> Stored data entries:
++++++++

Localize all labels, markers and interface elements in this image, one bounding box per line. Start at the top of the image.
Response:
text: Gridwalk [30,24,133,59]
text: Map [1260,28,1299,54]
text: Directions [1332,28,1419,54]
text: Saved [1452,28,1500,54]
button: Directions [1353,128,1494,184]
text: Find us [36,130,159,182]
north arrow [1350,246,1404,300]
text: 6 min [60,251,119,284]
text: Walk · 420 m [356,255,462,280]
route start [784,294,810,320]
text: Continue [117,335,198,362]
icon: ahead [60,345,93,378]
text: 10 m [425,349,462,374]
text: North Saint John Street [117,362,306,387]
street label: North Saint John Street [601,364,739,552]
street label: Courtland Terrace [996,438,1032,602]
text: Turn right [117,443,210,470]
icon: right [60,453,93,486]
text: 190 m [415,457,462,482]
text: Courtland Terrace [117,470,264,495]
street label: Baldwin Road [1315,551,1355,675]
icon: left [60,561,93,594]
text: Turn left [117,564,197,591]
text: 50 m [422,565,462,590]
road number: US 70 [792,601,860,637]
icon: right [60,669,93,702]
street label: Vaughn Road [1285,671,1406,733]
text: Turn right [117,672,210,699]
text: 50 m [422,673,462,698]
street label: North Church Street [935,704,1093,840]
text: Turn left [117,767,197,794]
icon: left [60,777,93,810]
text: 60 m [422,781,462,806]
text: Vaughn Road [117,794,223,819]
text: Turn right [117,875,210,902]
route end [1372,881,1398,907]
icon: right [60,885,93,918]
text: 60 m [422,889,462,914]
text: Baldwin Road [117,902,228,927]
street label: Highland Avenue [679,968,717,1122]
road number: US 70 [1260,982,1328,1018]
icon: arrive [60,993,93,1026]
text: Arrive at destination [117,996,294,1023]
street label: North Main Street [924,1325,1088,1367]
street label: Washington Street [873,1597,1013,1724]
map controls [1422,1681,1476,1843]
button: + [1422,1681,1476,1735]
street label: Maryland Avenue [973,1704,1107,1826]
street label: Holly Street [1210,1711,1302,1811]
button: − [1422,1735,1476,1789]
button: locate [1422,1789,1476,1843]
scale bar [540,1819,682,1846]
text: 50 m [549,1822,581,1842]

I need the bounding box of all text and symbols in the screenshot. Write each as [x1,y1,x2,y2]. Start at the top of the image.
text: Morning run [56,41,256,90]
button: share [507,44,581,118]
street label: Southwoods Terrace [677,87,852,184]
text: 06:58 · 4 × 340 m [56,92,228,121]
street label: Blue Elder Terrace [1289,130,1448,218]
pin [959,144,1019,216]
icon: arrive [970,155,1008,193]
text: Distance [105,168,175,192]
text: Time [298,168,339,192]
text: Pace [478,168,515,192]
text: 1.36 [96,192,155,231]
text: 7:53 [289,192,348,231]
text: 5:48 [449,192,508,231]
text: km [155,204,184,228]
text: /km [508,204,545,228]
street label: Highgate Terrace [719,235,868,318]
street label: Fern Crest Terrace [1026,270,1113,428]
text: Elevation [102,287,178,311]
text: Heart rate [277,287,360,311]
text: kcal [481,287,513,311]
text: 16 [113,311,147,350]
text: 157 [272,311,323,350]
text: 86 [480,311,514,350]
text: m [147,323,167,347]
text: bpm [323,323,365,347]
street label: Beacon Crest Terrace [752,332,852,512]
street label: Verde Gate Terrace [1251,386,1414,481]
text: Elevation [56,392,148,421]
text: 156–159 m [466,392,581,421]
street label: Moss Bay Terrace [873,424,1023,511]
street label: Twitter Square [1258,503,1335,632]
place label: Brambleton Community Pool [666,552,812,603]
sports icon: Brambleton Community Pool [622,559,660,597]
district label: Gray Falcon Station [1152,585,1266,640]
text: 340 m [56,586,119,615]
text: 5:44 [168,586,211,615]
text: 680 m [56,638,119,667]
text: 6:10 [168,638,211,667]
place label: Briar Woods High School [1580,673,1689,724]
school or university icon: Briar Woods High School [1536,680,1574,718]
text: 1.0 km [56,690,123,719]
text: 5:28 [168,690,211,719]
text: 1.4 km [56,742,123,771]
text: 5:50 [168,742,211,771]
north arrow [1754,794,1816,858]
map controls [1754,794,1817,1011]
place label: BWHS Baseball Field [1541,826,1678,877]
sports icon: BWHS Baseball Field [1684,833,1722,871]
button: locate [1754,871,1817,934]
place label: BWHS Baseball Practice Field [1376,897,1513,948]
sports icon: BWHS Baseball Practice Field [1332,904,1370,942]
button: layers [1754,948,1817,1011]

++++++++

> Exercise:
Would it be possible to reproduce all the entries exactly as they appear above?

> Response for this exercise:
Localize all labels, markers and interface elements in this image, one bounding box per line. Start at the top of the image.
Response:
text: Gridwalk [30,24,133,59]
text: Map [1260,28,1299,54]
text: Directions [1332,28,1419,54]
text: Saved [1452,28,1500,54]
button: Directions [1353,128,1494,184]
text: Find us [36,130,159,182]
north arrow [1350,246,1404,300]
text: 6 min [60,251,119,284]
text: Walk · 420 m [356,255,462,280]
route start [784,294,810,320]
text: Continue [117,335,198,362]
icon: ahead [60,345,93,378]
text: 10 m [425,349,462,374]
text: North Saint John Street [117,362,306,387]
street label: North Saint John Street [601,364,739,552]
street label: Courtland Terrace [996,438,1032,602]
text: Turn right [117,443,210,470]
icon: right [60,453,93,486]
text: 190 m [415,457,462,482]
text: Courtland Terrace [117,470,264,495]
street label: Baldwin Road [1315,551,1355,675]
icon: left [60,561,93,594]
text: Turn left [117,564,197,591]
text: 50 m [422,565,462,590]
road number: US 70 [792,601,860,637]
icon: right [60,669,93,702]
street label: Vaughn Road [1285,671,1406,733]
text: Turn right [117,672,210,699]
text: 50 m [422,673,462,698]
street label: North Church Street [935,704,1093,840]
text: Turn left [117,767,197,794]
icon: left [60,777,93,810]
text: 60 m [422,781,462,806]
text: Vaughn Road [117,794,223,819]
text: Turn right [117,875,210,902]
route end [1372,881,1398,907]
icon: right [60,885,93,918]
text: 60 m [422,889,462,914]
text: Baldwin Road [117,902,228,927]
street label: Highland Avenue [679,968,717,1122]
road number: US 70 [1260,982,1328,1018]
icon: arrive [60,993,93,1026]
text: Arrive at destination [117,996,294,1023]
street label: North Main Street [924,1325,1088,1367]
street label: Washington Street [873,1597,1013,1724]
map controls [1422,1681,1476,1843]
button: + [1422,1681,1476,1735]
street label: Maryland Avenue [973,1704,1107,1826]
street label: Holly Street [1210,1711,1302,1811]
button: − [1422,1735,1476,1789]
button: locate [1422,1789,1476,1843]
scale bar [540,1819,682,1846]
text: 50 m [549,1822,581,1842]

I need the bounding box of all text and symbols in the screenshot. Write each as [x1,y1,x2,y2]. Start at the top of the image.
text: Morning run [56,41,256,90]
button: share [507,44,581,118]
street label: Southwoods Terrace [677,87,852,184]
text: 06:58 · 4 × 340 m [56,92,228,121]
street label: Blue Elder Terrace [1289,130,1448,218]
pin [959,144,1019,216]
icon: arrive [970,155,1008,193]
text: Distance [105,168,175,192]
text: Time [298,168,339,192]
text: Pace [478,168,515,192]
text: 1.36 [96,192,155,231]
text: 7:53 [289,192,348,231]
text: 5:48 [449,192,508,231]
text: km [155,204,184,228]
text: /km [508,204,545,228]
street label: Highgate Terrace [719,235,868,318]
street label: Fern Crest Terrace [1026,270,1113,428]
text: Elevation [102,287,178,311]
text: Heart rate [277,287,360,311]
text: kcal [481,287,513,311]
text: 16 [113,311,147,350]
text: 157 [272,311,323,350]
text: 86 [480,311,514,350]
text: m [147,323,167,347]
text: bpm [323,323,365,347]
street label: Beacon Crest Terrace [752,332,852,512]
street label: Verde Gate Terrace [1251,386,1414,481]
text: Elevation [56,392,148,421]
text: 156–159 m [466,392,581,421]
street label: Moss Bay Terrace [873,424,1023,511]
street label: Twitter Square [1258,503,1335,632]
place label: Brambleton Community Pool [666,552,812,603]
sports icon: Brambleton Community Pool [622,559,660,597]
district label: Gray Falcon Station [1152,585,1266,640]
text: 340 m [56,586,119,615]
text: 5:44 [168,586,211,615]
text: 680 m [56,638,119,667]
text: 6:10 [168,638,211,667]
place label: Briar Woods High School [1580,673,1689,724]
school or university icon: Briar Woods High School [1536,680,1574,718]
text: 1.0 km [56,690,123,719]
text: 5:28 [168,690,211,719]
text: 1.4 km [56,742,123,771]
text: 5:50 [168,742,211,771]
north arrow [1754,794,1816,858]
map controls [1754,794,1817,1011]
place label: BWHS Baseball Field [1541,826,1678,877]
sports icon: BWHS Baseball Field [1684,833,1722,871]
button: locate [1754,871,1817,934]
place label: BWHS Baseball Practice Field [1376,897,1513,948]
sports icon: BWHS Baseball Practice Field [1332,904,1370,942]
button: layers [1754,948,1817,1011]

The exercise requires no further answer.